• [Directions]: Report every line of the listing below in which the string "Фоззі" appears.

• [Data shown]:
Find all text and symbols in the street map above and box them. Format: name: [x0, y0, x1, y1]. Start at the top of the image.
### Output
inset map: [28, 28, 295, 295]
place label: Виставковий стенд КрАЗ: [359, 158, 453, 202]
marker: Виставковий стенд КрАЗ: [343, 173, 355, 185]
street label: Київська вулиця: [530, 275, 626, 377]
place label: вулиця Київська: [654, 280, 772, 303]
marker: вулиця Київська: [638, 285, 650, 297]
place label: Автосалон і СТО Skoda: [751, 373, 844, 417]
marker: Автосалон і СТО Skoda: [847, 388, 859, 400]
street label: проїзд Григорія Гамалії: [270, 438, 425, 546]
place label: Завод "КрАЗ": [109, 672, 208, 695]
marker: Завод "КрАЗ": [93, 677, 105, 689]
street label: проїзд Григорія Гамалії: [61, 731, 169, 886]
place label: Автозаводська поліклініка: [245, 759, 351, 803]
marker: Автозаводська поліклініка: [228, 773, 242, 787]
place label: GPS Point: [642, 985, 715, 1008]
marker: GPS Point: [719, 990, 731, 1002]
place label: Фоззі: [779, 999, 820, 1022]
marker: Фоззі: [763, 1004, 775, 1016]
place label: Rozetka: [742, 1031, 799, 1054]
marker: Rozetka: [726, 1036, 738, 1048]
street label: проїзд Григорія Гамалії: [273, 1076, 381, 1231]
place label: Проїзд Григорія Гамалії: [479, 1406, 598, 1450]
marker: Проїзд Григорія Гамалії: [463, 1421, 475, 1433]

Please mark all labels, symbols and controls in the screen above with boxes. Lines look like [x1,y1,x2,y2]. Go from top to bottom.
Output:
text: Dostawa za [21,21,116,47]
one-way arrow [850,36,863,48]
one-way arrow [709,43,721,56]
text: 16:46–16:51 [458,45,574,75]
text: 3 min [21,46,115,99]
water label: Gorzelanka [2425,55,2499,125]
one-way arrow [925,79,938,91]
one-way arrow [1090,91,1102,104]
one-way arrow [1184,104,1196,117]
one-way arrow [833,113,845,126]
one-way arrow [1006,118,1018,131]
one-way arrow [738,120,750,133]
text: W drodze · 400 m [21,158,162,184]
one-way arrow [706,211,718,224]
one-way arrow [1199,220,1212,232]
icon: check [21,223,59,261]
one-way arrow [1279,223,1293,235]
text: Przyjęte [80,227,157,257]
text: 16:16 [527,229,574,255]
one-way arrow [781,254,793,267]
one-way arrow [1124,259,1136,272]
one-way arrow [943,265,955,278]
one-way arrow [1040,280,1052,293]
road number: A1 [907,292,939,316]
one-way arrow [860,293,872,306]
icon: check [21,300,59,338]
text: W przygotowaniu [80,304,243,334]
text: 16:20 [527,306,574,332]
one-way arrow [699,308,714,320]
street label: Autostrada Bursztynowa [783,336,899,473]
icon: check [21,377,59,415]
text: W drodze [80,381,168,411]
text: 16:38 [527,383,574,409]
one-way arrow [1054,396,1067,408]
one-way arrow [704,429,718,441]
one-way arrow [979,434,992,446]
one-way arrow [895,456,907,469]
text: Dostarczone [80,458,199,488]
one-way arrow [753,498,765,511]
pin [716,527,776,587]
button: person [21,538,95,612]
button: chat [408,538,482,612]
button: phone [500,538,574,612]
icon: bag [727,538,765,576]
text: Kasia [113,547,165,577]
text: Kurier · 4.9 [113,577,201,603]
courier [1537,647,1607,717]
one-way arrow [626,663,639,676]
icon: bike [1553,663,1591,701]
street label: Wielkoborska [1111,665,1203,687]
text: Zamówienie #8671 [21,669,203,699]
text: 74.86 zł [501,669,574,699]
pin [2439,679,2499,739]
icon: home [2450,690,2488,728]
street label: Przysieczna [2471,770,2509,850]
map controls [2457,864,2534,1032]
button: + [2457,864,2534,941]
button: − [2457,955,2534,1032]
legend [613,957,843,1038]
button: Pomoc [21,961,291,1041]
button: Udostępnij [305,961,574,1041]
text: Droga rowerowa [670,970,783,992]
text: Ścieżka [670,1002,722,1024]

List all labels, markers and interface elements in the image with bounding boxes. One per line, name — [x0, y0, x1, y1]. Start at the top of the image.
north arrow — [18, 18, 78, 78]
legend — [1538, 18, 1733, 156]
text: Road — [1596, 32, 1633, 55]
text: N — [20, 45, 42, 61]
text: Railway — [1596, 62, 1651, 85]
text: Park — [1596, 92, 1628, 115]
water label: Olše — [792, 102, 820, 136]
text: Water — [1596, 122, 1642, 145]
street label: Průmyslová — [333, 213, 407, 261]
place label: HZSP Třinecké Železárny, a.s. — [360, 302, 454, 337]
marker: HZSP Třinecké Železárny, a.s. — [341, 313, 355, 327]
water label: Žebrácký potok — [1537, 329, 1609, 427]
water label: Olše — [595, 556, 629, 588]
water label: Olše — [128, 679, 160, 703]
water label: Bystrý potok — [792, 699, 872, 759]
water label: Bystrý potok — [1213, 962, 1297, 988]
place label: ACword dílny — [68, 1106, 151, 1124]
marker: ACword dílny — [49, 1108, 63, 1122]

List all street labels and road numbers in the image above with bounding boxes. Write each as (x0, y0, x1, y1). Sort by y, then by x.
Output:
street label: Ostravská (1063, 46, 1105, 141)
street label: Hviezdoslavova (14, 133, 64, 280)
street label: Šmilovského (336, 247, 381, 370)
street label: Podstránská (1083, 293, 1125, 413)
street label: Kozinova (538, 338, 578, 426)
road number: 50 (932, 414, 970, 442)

• [Response]:
place label: Фоззі: [779, 999, 820, 1022]
marker: Фоззі: [763, 1004, 775, 1016]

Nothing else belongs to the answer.